## Directions for this task
When a line in the entries contains the word "stroke", copy that line in full.
----
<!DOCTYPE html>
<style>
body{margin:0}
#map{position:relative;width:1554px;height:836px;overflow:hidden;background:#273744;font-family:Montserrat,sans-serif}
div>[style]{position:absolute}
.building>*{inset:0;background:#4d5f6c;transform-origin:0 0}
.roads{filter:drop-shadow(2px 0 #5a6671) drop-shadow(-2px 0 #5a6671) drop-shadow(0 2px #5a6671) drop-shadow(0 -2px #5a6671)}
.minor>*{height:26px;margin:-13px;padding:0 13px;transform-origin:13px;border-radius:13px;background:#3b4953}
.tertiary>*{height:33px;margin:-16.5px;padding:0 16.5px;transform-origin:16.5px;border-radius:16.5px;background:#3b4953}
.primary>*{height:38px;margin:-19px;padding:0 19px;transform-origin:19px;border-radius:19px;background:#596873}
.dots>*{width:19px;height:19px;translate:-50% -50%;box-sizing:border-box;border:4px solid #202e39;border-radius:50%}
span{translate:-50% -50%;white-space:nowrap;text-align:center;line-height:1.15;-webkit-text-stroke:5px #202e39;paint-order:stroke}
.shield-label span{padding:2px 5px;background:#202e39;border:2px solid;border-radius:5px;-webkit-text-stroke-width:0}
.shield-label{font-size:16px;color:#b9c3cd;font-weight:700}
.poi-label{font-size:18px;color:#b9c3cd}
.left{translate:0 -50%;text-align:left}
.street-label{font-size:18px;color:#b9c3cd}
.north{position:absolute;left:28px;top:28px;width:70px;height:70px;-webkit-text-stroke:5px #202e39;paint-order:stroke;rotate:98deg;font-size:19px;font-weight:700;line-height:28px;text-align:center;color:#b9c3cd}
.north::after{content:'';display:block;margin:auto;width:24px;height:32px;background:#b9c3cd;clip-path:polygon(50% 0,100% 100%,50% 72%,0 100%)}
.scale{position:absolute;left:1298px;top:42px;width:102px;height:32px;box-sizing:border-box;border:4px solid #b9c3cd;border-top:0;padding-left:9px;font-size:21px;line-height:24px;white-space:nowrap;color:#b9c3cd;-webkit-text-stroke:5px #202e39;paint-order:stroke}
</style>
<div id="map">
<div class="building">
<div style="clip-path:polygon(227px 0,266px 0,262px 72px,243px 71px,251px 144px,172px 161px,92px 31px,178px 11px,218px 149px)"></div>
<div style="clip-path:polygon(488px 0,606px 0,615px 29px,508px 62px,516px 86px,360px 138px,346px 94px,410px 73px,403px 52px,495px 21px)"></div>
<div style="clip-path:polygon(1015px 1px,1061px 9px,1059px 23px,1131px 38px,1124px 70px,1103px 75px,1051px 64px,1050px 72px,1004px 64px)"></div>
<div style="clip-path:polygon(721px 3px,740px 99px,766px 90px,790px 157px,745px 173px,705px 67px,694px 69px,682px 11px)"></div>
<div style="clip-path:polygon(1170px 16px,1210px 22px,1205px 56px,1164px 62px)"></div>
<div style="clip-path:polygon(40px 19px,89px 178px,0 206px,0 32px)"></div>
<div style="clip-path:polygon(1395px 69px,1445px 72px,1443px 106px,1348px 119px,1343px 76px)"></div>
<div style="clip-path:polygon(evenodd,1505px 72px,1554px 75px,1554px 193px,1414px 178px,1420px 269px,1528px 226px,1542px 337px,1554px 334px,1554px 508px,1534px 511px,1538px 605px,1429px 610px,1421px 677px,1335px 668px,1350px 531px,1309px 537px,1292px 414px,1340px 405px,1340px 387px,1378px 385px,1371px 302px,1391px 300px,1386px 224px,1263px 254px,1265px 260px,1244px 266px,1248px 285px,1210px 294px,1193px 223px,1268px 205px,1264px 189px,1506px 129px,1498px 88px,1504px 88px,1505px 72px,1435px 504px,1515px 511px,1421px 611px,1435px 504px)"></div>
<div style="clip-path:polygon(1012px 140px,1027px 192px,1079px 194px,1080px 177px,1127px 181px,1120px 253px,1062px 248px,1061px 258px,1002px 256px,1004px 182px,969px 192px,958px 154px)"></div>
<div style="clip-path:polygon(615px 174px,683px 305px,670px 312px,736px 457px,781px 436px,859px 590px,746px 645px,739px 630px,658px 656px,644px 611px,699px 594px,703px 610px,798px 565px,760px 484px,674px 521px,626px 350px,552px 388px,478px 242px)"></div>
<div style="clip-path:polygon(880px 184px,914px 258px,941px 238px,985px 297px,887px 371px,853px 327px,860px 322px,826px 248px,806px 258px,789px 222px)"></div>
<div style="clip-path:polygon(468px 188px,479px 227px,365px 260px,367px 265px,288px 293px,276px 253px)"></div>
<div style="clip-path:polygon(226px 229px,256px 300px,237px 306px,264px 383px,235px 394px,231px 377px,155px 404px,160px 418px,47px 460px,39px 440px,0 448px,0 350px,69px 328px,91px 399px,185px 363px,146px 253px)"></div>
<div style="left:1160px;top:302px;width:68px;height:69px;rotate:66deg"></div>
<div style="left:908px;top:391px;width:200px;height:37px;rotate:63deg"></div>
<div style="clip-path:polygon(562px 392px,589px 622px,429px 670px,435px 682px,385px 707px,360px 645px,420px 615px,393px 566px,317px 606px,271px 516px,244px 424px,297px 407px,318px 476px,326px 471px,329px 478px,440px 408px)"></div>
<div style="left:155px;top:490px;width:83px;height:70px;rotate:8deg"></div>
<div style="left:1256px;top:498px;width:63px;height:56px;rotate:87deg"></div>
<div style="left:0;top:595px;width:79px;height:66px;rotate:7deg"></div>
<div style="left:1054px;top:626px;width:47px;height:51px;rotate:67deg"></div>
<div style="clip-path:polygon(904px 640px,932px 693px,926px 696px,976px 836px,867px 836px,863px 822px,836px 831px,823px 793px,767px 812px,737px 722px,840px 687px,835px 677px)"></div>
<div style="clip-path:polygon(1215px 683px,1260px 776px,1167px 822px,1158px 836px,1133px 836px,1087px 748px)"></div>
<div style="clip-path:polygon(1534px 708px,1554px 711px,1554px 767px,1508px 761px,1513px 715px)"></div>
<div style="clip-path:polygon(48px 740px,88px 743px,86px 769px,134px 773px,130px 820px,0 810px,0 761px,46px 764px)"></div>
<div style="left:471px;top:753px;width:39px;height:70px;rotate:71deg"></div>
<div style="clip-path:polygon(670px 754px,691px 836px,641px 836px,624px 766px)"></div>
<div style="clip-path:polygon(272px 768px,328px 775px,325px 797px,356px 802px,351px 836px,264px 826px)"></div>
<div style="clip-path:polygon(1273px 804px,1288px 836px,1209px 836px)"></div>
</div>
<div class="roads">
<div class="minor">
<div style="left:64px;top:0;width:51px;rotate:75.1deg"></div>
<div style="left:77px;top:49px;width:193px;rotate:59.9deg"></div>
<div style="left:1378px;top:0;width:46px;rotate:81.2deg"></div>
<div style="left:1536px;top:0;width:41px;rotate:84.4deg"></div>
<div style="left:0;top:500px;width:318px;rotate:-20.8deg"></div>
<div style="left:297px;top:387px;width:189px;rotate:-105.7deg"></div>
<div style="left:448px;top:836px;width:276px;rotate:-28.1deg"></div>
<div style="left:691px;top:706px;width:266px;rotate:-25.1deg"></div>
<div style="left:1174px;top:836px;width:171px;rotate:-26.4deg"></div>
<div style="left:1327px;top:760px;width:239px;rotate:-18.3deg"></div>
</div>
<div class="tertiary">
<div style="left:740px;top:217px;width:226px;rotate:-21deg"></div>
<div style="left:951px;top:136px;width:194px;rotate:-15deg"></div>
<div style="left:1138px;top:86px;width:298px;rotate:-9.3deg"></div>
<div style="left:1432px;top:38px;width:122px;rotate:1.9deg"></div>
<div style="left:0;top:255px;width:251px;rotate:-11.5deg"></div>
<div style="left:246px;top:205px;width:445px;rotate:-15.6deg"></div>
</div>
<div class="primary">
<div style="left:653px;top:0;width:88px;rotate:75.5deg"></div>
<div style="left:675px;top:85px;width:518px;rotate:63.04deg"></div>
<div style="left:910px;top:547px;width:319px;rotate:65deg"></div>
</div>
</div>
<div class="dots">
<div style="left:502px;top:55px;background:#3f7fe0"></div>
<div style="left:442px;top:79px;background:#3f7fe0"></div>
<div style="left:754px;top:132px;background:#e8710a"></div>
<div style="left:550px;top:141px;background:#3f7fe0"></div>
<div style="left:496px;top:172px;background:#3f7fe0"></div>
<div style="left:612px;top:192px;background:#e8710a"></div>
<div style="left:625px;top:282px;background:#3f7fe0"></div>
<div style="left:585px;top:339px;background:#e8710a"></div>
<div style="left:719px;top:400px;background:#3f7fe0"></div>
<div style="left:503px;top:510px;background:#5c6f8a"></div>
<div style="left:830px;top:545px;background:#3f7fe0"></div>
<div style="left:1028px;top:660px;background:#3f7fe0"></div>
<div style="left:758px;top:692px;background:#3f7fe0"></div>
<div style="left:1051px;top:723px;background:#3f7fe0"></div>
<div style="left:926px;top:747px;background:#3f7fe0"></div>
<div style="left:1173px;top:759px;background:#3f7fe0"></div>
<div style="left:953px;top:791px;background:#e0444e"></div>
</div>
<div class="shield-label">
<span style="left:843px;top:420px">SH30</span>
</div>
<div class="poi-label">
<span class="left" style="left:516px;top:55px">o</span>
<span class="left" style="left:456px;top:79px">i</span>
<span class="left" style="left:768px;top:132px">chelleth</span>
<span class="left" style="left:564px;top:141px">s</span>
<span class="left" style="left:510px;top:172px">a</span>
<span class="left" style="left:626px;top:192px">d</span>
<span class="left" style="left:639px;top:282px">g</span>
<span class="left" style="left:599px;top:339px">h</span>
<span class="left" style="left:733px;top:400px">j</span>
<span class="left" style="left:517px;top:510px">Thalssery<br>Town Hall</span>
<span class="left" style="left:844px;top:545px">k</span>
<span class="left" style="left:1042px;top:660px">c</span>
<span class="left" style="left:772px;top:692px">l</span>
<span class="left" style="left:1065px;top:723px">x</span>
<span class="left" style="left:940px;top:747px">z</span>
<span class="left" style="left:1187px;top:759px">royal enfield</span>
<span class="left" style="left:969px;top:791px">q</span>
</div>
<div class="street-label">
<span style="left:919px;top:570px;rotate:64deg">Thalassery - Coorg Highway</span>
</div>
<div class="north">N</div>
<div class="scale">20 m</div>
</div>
----
## Answer for the task
span{translate:-50% -50%;white-space:nowrap;text-align:center;line-height:1.15;-webkit-text-stroke:5px #202e39;paint-order:stroke}
.shield-label span{padding:2px 5px;background:#202e39;border:2px solid;border-radius:5px;-webkit-text-stroke-width:0}
.north{position:absolute;left:28px;top:28px;width:70px;height:70px;-webkit-text-stroke:5px #202e39;paint-order:stroke;rotate:98deg;font-size:19px;font-weight:700;line-height:28px;text-align:center;color:#b9c3cd}
.scale{position:absolute;left:1298px;top:42px;width:102px;height:32px;box-sizing:border-box;border:4px solid #b9c3cd;border-top:0;padding-left:9px;font-size:21px;line-height:24px;white-space:nowrap;color:#b9c3cd;-webkit-text-stroke:5px #202e39;paint-order:stroke}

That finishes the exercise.